Qubes Air: Generalizing the Qubes Architecture

The Qubes OS project has been around for nearly 8 years now, since its original announcement back in April 2010 (and the actual origin date can be traced back to November 11th, 2009, when an initial email introducing this project was sent within ITL internally). Over these years Qubes has achieved reasonable success: according to our estimates, it has nearly 30k regular users. This could even be considered a great success given that 1) it is a new operating system, rather than an application that can be installed in the user’s favorite OS; 2) it has introduced a (radically?) new approach to managing one’s digital life (i.e. an explicit partitioning model into security domains); and last but not least, 3) it has very specific hardware requirements, which is the result of using Xen as the hypervisor and Linux-based Virtual Machines (VMs) for networking and USB qubes. (The term “qube” refers to a compartment – not necessarily a VM – inside a Qubes OS system. We’ll explain this in more detail below.)

For the past several years, we’ve been working hard to bring you Qubes 4.0, which features state-of-the-art technology not seen in previous Qubes versions, notably the next generation Qubes Core Stack and our unique Admin API. We believe this new platform (Qubes 4 represents a major rewrite of the previous Qubes codebase!) paves the way to solving many of the obstacles mentioned above.

The new, flexible architecture of Qubes 4 will also open up new possibilities, and we’ve recently been thinking about how Qubes OS should evolve in the long term.
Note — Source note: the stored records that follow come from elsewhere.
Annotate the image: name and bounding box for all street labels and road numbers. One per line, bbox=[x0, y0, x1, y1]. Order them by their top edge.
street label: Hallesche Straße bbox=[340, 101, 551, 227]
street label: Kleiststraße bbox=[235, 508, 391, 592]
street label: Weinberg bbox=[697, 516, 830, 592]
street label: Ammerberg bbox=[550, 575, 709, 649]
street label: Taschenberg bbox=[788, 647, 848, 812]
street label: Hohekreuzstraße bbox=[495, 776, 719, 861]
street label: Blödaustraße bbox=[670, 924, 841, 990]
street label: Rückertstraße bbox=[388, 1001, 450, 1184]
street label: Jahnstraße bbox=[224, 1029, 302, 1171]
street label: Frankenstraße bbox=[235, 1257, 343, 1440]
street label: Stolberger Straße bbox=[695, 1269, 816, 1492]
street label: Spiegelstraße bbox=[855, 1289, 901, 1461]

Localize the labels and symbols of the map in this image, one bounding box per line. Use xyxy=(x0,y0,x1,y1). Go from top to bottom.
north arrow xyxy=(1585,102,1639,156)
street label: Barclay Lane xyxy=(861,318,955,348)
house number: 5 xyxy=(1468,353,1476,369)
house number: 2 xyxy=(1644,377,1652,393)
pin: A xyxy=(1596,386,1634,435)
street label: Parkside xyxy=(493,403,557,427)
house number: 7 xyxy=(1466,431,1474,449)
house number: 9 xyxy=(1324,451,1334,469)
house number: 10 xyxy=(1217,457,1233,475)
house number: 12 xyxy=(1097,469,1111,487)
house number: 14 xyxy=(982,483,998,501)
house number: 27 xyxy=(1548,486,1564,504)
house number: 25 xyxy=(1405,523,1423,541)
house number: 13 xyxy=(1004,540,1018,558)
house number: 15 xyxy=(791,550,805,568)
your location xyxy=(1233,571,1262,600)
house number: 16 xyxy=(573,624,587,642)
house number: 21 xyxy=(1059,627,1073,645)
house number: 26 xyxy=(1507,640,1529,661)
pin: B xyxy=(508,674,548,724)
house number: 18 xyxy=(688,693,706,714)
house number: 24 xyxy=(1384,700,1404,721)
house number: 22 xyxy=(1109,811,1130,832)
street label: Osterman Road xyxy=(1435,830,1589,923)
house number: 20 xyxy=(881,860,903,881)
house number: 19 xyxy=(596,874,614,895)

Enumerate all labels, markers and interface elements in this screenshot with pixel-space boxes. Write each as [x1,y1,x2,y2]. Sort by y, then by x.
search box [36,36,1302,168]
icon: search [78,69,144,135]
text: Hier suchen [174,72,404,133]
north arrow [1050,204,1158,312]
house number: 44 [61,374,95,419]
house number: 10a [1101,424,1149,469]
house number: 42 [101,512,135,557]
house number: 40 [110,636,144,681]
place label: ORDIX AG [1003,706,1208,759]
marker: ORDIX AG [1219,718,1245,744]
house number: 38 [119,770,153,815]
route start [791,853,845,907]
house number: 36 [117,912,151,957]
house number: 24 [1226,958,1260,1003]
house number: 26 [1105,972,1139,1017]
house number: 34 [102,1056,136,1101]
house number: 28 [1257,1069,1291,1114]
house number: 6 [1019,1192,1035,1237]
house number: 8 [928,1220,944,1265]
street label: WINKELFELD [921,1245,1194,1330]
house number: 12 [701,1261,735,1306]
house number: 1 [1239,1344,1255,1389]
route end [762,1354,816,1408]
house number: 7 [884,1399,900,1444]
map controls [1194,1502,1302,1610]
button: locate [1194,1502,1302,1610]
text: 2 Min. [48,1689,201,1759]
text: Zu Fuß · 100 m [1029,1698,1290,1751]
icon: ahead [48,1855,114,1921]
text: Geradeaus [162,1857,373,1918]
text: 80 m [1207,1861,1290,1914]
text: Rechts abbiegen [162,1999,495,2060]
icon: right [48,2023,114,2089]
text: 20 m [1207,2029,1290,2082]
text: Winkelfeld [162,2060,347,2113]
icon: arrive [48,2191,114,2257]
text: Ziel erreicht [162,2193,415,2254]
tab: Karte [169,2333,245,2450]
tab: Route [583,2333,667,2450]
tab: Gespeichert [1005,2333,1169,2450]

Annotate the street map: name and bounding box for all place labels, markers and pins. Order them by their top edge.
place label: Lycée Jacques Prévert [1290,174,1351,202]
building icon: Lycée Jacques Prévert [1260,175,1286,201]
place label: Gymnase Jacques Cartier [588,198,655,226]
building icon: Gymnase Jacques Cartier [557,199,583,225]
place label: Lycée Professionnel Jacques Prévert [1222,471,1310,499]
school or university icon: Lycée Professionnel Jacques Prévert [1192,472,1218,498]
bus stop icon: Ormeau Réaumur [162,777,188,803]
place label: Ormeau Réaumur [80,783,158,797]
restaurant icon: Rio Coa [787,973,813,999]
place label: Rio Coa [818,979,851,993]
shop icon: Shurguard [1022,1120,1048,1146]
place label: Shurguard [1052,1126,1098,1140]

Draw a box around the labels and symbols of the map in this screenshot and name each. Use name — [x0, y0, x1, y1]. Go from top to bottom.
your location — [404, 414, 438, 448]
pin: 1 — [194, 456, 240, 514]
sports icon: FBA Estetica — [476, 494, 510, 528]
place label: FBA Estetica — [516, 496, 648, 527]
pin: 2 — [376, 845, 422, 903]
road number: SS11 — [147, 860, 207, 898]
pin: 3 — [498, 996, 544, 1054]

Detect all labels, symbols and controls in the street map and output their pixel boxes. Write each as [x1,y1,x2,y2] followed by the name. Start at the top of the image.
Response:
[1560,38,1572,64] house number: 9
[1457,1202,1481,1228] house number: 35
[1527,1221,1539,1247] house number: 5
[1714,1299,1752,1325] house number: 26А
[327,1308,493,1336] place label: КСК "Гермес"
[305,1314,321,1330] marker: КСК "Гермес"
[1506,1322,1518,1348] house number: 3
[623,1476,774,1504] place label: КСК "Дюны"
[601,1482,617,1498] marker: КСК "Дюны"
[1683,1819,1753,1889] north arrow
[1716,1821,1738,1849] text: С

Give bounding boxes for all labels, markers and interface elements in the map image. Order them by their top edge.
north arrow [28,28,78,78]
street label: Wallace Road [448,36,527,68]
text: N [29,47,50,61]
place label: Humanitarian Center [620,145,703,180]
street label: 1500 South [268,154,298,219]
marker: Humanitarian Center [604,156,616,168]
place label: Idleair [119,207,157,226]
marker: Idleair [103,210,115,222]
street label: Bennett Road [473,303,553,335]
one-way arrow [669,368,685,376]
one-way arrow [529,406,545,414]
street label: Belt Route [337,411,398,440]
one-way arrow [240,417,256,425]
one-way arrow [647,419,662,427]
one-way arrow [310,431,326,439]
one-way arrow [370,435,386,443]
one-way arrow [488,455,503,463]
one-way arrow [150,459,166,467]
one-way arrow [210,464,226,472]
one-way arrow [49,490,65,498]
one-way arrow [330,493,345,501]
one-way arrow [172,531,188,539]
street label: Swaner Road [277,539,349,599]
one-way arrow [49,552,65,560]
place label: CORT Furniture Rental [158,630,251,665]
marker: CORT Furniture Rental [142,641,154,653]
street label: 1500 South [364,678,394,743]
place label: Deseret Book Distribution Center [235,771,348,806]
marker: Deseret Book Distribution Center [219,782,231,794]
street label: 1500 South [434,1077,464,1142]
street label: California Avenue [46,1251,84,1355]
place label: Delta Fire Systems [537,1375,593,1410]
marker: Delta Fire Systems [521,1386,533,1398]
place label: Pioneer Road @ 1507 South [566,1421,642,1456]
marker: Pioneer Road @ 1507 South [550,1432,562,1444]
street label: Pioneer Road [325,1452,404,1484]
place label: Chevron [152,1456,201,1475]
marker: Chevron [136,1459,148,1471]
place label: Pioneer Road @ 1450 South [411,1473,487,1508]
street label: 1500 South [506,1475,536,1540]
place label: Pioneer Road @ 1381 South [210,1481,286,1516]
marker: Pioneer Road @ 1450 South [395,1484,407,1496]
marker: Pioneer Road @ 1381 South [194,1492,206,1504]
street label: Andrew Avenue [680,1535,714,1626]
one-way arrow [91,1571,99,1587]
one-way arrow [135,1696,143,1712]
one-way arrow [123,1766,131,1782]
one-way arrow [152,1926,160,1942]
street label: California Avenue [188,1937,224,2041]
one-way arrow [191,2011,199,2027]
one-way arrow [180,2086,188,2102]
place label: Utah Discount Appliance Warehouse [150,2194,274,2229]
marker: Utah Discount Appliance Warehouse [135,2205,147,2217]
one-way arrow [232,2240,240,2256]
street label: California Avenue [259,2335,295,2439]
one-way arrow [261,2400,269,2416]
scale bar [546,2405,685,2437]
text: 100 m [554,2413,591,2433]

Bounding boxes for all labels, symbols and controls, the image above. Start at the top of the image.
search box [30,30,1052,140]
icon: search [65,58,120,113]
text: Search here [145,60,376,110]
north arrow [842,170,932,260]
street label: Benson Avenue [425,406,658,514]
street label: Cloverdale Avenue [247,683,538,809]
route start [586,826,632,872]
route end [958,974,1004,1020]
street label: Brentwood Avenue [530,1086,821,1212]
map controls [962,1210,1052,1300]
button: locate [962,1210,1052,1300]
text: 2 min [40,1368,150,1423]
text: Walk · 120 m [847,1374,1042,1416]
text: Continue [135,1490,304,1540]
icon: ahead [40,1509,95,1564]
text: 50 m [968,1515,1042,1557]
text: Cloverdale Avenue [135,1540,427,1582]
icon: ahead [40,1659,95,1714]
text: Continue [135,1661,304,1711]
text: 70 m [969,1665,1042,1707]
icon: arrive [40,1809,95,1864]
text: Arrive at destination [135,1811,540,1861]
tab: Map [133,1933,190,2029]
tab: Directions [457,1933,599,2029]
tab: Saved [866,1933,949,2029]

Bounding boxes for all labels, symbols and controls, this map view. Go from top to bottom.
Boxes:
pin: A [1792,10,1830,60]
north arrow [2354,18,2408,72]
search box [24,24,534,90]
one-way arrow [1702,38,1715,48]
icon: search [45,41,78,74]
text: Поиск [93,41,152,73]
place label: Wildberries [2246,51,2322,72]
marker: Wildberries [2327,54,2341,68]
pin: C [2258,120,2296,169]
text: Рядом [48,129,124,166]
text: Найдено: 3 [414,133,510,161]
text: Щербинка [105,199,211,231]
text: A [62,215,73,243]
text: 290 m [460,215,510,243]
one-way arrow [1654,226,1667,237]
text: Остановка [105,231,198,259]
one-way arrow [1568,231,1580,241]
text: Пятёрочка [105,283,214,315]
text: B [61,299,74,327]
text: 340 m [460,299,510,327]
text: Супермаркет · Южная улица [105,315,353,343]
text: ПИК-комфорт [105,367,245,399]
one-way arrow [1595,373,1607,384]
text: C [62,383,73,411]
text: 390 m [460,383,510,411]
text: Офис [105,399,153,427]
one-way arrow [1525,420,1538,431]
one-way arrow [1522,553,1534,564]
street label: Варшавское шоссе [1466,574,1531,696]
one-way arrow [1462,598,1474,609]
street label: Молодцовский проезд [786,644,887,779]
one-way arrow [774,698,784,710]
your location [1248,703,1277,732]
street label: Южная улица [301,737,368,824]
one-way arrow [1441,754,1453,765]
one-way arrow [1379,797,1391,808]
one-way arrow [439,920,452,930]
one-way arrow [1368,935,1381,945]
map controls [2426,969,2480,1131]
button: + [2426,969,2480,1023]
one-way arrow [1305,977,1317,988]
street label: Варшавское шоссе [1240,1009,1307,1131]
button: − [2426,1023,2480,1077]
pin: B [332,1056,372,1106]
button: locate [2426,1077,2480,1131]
In this article, I discuss this vision, which we call Qubes Air. It should be noted that what I describe in this article has not been implemented yet.

Why?

Before we take a look at the long-term vision, it might be helpful to understand why we would like the Qubes architecture to further evolve. Let us quickly recap some of the most important current weaknesses of Qubes OS (including Qubes 4.0).

Deployment cost (aka “How do I find a Qubes-compatible laptop?”)

Probably the biggest current problem with Qubes OS – a problem that prevents its wider adoption – is the difficulty of finding a compatible laptop on which to install it. Then, the whole process of needing to install a new operating system, rather than just adding a new application, scares many people away. It’s hard to be surprised by that.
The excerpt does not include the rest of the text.